Segment Start: Material provided

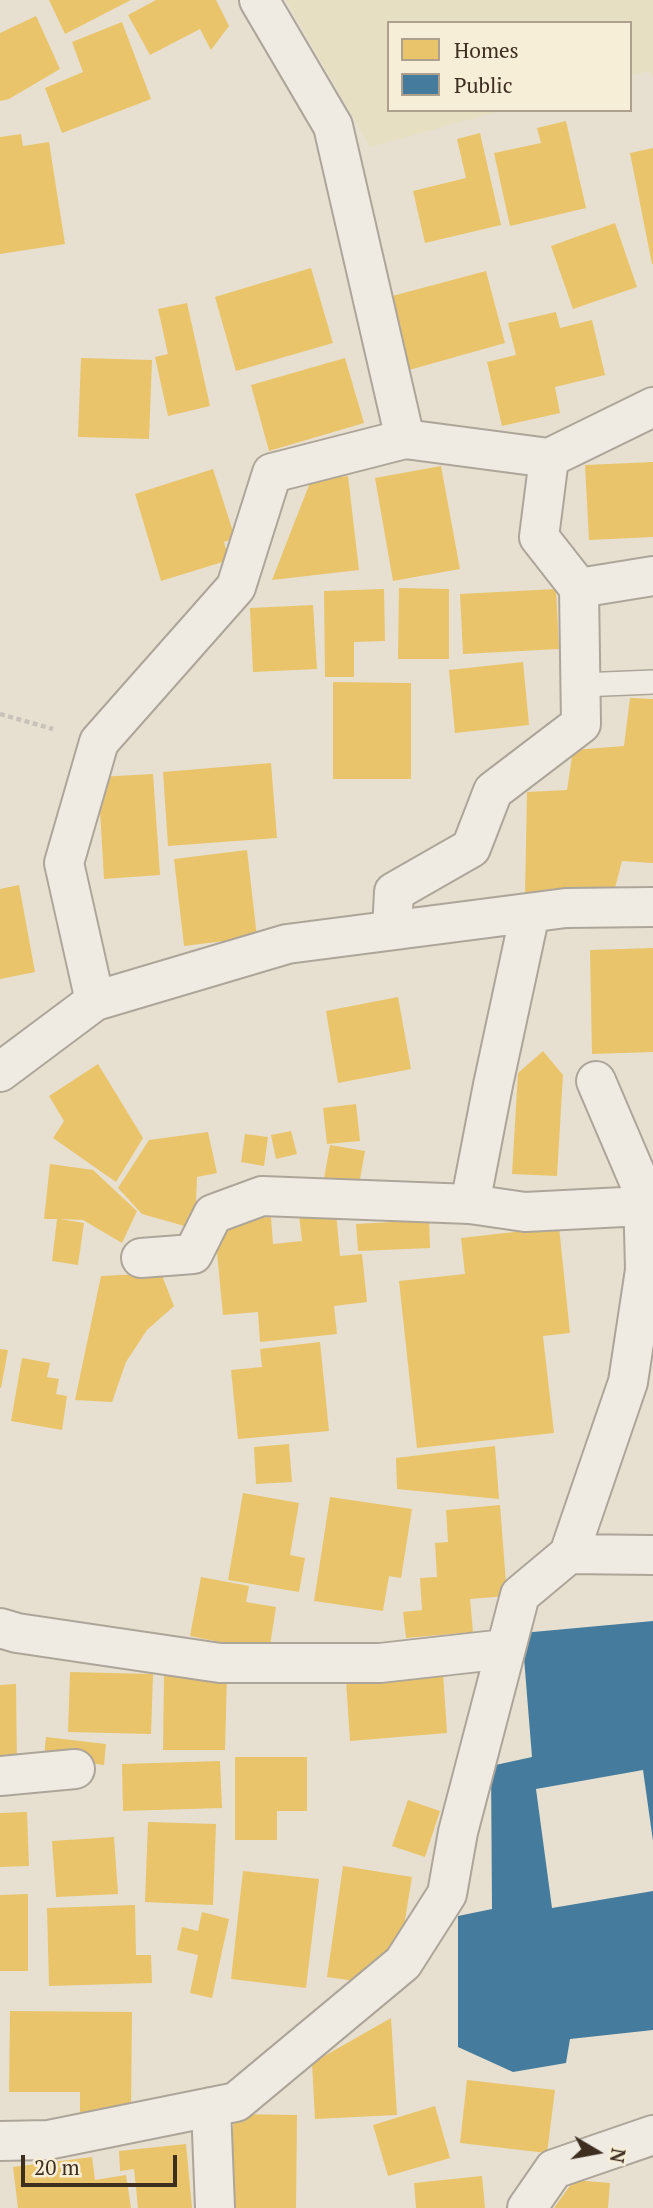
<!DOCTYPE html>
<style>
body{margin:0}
#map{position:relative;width:653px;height:2208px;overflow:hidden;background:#e7e0d1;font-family:"PT Serif",serif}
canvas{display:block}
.legend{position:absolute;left:387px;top:21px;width:245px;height:91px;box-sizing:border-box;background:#f7eed8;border:2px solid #ada18e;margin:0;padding:9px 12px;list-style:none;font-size:21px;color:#3d2e20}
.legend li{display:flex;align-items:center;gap:14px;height:35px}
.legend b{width:35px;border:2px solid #ada18e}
.north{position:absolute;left:562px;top:2117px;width:70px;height:70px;-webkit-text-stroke:5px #f7eed8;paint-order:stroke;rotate:100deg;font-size:19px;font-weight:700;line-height:28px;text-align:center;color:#3d2e20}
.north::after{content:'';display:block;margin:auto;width:24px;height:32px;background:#3d2e20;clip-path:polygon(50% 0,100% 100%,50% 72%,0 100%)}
.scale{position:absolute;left:21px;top:2155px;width:156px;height:32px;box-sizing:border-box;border:4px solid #3d2e20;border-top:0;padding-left:9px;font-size:21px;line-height:24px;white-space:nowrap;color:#3d2e20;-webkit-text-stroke:5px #f7eed8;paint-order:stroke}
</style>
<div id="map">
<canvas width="653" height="2208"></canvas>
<ul class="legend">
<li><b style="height:19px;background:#e9c46a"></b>Homes</li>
<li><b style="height:19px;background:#457b9d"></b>Public</li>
</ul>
<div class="north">N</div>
<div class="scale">20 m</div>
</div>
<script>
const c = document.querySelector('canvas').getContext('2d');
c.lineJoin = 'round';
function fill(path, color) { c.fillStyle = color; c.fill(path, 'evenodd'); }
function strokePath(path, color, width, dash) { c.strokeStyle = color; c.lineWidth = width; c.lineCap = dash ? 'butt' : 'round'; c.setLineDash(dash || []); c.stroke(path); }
fill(new Path2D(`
 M286,0h367v77l-4,-6 -19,5v-53h-241v87h115l-134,37z`), '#e6dfc2');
fill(new Path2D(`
 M49,0h82l-66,34z
 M156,0h60l13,26 -18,24 -11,-21 -50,26 -22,-40z
 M36,16l24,53 -51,30 -9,2v-68z
 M122,22l29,77 -89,34 -17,-45 38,-16 -11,-30z
 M566,121l20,87 -76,18 -16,-73 47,-10 -4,-15z
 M480,133l21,92 -76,18 -12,-52 53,-13 -9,-39z
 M21,134l2,12 26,-4 16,102 -65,10v-117z
 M653,148v116h-1l-22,-111z
 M615,223l22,64 -64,22 -22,-63z
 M311,268l22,75 -97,28 -21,-74z
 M486,271l19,72 -103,29 -21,-73z
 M187,303l23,103 -42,10 -13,-59 13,-3 -10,-45z
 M556,312l4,16 32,-8 13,55 -50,12 5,26 -58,13 -15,-64 29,-7 -8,-32z
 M81,358l71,2 -3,79 -71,-2z
 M345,358l19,65 -95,28 -18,-66z
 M653,462v75l-64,3 -4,-75z
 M441,466l19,103 -67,12 -18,-103z
 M213,469l22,69 -11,4 5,18 -68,21 -26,-87z
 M348,476l11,94 -87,10 39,-100z
 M399,588l50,1v70h-51z
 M384,589l1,52 -31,1v35h-29l-1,-86z
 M556,589l3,60 -96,5 -3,-60z
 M313,605l4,64 -64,3 -3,-64z
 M523,662l6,63 -74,8 -6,-63z
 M333,682l78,1v96h-78z
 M630,698l23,1v164l-31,-2 -7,27 -90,5 2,-101 40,-2 6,-40 51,-4z
 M271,763l6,75 -109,8 -5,-74z
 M153,774l7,101 -56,4 -6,-102z
 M247,850l10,87 -73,9 -10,-87z
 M19,885l16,87 -35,7v-90z
 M653,948v104l-61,2 -2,-104z
 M398,997l13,72 -73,14 -12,-72z
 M543,1051l20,24 -6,101 -45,-2 6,-101z
 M98,1064l45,74 -27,44 -63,-44 11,-17 -15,-25z
 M356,1104l4,37 -33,3 -4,-36z
 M291,1131l6,23 -21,5 -5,-24z
 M208,1132l9,41 -20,4 -2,52 -53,-15 -24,-26 31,-48z
 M245,1134l23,3 -4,29 -23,-4z
 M330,1145l35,6 -7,39 -35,-6z
 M50,1164l43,6 44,41 -15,32 -39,-23 -23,-1 24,4 -6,42 -26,-4 5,-42h-13z
 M336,1212l4,44 22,-2 5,48 -33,4 3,28 -77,8 -2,-30 -35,3 -9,-93 57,-5 2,27 29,-3 -3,-26z
 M429,1220l1,28 -72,3 -2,-27z
 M559,1227l11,106 -27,3 11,97 -137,15 -18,-167 66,-7 -4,-36z
 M161,1273l13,33 -27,24 -21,32 -14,40 -37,-2 26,-124z
 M320,1342l9,89 -91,8 -7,-69 31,-3 -2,-18z
 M0,1349l8,1 -7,38h-1z
 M22,1358l28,5 -3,14 12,2 -3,15 11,2 -5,34 -51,-9z
 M289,1444l3,38 -36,2 -2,-37z
 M495,1446l4,53 -102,-10 -1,-31z
 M243,1493l56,10 -9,52 15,3 -6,34 -71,-12z
 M330,1497l82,12 -11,69 -12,-2 -6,35 -69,-10z
 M500,1505l7,91 -37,3 3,33 -67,6 -3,-26 19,-2 -2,-32 17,-1 -2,-34 13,-1 -2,-32z
 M201,1577l48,9 -3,16 30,5 -7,45 -79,-16z
 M70,1672l83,2 -2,60 -83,-2z
 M443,1673l4,60 -97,8 -4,-61z
 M164,1676l63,1 -2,73h-62z
 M16,1684l1,87 -17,1v-87z
 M46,1737l60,7 -2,21 -60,-8z
 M235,1757h72v54h-30v29h-42z
 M220,1761l2,47 -99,3 -1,-47z
 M408,1800l32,11 -15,46 -33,-11z
 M27,1812l2,54 -29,1v-54z
 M148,1822l68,2 -3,81 -68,-3z
 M114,1837l4,57 -62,3 -4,-56z
 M343,1866l69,11 -8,49 -16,26 -33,29 -28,-4z
 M243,1871l76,8 -13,109 -75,-9z
 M28,1894v77h-28v-76z
 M135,1905l1,50h15l1,28 -103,3 -2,-78z
 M202,1912l27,7 -17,79 -22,-5 8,-38 -21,-5 5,-23 16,4z
 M10,2011l122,1 -1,100h-51v-20h-71z
 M391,2018l6,97 -82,4 -3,-56z
 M467,2080l88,10 -8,63 -87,-10z
 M435,2106l15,52 -62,18 -15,-51z
 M233,2114l64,1 -1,93h-63z
 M186,2144l6,64h-54l-4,-39 -14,2 -1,-20z
 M92,2157l3,23 31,-5 5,33h-113l-5,-41z
 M482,2176l3,32h-69l-2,-25z
 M574,2180l36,3 -2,25h-54z`), '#e9c46a');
fill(new Path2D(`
 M653,1621v220l-10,-71 -107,19 16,119 101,-17v139l-83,9 -4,24 -53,9 -55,-25v-131l34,-7 -1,-143 41,-9 -10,-124z`), '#457b9d');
const service = new Path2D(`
 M581,685l72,-3`);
const minor = new Path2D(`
 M259,0l74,126 72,313 144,19
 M579,588l74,-12
 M392,930l2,-38 77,-44 22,-57 88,-67 -2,-136 -40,-51 10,-79 104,-51
 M95,1001l-31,-138 35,-121 137,-155 36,-114 133,-34
 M0,1072l95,-71 192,-57 279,-36 87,-1
 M470,1204l23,-119 37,-172
 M141,1258l52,-4 20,-40 49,-18 208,8 55,8 118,-6
 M569,1554l84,1
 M0,1628l17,5 203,30h160l125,-14
 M0,1776l75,-7
 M211,2107l4,101
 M0,2141l48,-1 188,-38 167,-139 44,-69 11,-62 62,-237 49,-41 59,-172 17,-112 -2,-79 -47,-110
 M527,2208l27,-39 99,-34`);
strokePath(service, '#ada599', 26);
strokePath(minor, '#ada599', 42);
strokePath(new Path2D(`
 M0,714l53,15`), '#c8c2b9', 4.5, [5, 3.5]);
strokePath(service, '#efebe3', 23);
strokePath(minor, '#efebe3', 38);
</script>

Segment End: Material provided

## Assigned task
Every line in the data that holds the string "canvas" should be copied.

## Output below
canvas{display:block}
<canvas width="653" height="2208"></canvas>
const c = document.querySelector('canvas').getContext('2d');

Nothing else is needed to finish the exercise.